==== Dataset records ====
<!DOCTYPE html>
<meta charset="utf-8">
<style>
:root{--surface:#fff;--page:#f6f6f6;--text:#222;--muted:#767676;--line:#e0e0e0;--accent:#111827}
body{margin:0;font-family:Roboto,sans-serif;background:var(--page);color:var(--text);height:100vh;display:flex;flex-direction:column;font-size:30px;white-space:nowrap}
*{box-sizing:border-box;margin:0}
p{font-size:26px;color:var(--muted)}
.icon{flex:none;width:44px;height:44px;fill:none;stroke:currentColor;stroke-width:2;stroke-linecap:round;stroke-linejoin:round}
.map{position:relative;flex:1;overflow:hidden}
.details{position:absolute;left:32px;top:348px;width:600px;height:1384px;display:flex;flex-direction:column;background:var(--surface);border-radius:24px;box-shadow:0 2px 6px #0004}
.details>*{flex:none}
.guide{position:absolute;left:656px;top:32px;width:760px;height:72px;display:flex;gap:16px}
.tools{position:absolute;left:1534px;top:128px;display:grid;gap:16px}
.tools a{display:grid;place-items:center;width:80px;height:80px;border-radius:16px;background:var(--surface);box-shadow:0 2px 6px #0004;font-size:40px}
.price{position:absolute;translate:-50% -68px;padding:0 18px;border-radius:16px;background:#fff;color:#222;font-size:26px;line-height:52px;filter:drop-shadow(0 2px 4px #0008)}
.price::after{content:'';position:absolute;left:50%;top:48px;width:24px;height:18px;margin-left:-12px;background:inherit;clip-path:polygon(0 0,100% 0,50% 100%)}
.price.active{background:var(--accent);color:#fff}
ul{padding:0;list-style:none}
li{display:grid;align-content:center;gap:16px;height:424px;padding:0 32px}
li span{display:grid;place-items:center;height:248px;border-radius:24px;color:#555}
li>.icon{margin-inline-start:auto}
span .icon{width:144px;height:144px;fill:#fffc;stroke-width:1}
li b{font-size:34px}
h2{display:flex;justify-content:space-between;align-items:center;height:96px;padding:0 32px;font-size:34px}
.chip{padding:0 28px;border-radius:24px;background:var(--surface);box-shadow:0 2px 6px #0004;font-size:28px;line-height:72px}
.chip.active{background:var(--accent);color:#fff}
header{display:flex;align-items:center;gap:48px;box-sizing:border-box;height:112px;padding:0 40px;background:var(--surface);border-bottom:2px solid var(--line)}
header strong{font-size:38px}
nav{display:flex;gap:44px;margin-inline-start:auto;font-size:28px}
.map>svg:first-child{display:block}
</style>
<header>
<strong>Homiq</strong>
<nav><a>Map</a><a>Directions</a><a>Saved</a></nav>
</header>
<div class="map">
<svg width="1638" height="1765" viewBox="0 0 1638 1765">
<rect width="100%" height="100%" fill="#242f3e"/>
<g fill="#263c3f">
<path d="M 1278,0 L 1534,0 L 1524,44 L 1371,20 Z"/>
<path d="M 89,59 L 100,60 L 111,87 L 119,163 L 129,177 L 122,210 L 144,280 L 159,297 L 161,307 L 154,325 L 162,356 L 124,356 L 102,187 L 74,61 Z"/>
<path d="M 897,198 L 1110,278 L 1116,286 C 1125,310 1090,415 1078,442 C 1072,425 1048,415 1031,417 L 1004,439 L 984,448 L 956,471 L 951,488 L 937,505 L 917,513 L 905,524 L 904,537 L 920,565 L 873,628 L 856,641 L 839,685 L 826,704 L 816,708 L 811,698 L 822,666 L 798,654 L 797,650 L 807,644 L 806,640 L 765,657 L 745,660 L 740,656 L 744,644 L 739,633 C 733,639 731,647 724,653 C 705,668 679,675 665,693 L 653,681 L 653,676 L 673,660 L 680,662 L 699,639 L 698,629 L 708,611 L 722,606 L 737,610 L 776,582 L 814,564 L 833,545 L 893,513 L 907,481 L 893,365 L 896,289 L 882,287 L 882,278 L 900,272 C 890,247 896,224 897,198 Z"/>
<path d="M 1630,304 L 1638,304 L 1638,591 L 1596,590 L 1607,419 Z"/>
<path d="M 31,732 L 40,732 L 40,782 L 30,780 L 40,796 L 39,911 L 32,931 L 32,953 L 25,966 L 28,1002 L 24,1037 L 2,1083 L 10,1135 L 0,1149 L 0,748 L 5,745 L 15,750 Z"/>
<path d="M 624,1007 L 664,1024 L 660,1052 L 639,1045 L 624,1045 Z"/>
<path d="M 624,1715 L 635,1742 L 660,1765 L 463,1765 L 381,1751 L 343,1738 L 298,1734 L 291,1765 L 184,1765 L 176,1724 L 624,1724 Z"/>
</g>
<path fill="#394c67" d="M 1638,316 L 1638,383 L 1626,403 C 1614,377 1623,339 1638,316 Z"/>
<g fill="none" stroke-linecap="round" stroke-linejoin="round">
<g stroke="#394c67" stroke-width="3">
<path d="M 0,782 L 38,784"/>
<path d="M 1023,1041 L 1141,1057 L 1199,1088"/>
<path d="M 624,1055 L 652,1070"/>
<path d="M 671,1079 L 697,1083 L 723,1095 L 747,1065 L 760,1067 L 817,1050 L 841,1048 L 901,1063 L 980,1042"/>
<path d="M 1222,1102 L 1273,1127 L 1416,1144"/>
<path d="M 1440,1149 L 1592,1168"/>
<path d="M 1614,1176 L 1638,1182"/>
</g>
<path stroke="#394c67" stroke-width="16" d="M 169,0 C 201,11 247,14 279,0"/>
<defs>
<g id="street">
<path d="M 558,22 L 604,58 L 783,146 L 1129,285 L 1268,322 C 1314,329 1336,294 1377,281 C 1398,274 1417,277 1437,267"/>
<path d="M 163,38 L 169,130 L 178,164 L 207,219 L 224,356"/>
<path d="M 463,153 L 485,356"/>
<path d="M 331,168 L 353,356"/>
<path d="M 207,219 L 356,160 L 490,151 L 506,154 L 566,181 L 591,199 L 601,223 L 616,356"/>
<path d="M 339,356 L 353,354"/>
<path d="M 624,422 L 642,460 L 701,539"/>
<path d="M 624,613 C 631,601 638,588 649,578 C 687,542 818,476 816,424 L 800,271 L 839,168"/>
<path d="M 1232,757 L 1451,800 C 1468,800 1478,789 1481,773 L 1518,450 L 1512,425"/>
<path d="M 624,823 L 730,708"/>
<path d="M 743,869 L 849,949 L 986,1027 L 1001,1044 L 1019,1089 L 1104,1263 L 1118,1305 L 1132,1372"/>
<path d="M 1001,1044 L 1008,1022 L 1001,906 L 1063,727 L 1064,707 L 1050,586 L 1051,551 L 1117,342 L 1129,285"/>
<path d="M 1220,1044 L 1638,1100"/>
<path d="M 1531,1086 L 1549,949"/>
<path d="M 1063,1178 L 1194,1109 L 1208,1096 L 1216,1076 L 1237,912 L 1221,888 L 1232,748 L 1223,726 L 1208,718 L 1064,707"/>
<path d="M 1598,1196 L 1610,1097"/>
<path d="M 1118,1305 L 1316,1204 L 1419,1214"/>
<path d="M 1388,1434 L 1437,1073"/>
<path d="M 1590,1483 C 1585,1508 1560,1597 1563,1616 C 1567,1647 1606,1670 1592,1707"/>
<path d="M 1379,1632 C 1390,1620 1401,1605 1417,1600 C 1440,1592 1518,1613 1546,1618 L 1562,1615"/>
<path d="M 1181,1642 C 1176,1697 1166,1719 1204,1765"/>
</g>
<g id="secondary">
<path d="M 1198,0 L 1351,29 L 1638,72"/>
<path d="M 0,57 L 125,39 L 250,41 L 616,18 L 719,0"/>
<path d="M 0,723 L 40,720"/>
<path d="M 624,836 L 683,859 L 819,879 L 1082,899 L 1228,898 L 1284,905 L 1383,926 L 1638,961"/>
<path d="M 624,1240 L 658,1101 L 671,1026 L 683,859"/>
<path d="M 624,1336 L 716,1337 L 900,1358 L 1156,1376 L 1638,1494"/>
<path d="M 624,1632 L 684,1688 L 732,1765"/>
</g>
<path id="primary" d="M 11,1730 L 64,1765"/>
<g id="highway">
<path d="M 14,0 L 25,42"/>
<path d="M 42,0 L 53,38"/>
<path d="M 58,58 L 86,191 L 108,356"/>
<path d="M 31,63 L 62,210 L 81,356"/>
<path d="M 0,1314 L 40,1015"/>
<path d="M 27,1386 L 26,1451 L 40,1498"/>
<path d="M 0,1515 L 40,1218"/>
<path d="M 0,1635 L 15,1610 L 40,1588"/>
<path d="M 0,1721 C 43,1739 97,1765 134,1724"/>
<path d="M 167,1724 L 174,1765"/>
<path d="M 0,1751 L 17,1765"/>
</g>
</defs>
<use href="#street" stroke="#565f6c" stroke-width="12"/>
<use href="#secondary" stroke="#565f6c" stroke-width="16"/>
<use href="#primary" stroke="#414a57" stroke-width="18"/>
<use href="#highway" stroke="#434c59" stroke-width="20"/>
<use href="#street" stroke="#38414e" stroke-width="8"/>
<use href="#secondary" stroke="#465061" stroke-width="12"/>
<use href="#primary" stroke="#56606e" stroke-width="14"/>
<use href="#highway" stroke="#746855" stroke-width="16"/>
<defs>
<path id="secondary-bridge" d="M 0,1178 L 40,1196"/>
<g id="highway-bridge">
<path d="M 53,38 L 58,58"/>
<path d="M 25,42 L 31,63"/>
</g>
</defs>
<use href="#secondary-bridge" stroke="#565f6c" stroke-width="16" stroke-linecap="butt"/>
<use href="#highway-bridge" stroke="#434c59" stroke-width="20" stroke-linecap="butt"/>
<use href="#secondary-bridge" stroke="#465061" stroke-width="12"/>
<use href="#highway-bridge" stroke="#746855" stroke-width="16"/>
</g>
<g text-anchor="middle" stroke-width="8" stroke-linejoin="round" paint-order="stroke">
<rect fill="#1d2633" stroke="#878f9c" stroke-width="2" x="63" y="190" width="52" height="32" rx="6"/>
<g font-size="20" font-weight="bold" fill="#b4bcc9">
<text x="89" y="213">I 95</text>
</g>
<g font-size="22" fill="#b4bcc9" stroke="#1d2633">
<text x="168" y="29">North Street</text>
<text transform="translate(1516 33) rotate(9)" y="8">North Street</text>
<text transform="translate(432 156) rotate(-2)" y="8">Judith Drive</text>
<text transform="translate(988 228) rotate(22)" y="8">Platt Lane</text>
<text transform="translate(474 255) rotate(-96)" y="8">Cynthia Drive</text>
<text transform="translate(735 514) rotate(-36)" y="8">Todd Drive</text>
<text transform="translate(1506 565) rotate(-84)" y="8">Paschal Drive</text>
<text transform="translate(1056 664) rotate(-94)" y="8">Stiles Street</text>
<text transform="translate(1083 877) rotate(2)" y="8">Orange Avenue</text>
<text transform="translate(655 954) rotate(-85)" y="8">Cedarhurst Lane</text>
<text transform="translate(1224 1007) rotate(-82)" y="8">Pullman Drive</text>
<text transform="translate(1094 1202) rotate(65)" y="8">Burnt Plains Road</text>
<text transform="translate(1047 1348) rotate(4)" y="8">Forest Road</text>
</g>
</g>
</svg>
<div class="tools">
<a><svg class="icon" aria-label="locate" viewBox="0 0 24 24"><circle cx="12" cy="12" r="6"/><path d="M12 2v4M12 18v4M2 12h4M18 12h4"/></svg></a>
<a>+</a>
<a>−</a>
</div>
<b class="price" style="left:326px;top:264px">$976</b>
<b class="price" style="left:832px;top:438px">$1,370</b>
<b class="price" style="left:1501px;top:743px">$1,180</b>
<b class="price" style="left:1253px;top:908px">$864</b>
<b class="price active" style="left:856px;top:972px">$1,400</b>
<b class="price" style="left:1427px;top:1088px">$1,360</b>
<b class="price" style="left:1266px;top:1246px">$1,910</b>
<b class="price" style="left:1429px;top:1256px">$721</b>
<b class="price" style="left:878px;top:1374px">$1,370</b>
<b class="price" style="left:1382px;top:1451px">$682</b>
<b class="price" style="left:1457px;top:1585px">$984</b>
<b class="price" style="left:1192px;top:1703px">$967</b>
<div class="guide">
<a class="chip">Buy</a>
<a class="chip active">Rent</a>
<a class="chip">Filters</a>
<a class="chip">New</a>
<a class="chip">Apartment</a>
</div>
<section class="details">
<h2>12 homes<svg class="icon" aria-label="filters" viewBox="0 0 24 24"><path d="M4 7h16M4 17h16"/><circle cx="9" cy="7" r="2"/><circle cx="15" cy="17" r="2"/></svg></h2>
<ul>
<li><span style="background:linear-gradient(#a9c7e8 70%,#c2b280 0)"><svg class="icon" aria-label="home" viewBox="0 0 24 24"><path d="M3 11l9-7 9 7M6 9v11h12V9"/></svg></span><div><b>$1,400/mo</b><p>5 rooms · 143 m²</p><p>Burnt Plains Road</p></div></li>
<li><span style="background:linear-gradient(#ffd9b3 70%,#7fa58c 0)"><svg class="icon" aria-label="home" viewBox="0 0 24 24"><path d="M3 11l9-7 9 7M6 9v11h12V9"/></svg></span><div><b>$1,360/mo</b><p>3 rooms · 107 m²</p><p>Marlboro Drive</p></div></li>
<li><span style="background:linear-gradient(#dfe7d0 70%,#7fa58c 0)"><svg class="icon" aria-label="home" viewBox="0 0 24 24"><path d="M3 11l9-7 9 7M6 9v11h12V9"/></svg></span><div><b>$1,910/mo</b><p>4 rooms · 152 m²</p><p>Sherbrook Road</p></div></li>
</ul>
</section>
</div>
====
* **Work request**: Only lines that hold the string "sizing" belong in the answer, so copy every one of them from the records.

* **Final answer**:
*{box-sizing:border-box;margin:0}
header{display:flex;align-items:center;gap:48px;box-sizing:border-box;height:112px;padding:0 40px;background:var(--surface);border-bottom:2px solid var(--line)}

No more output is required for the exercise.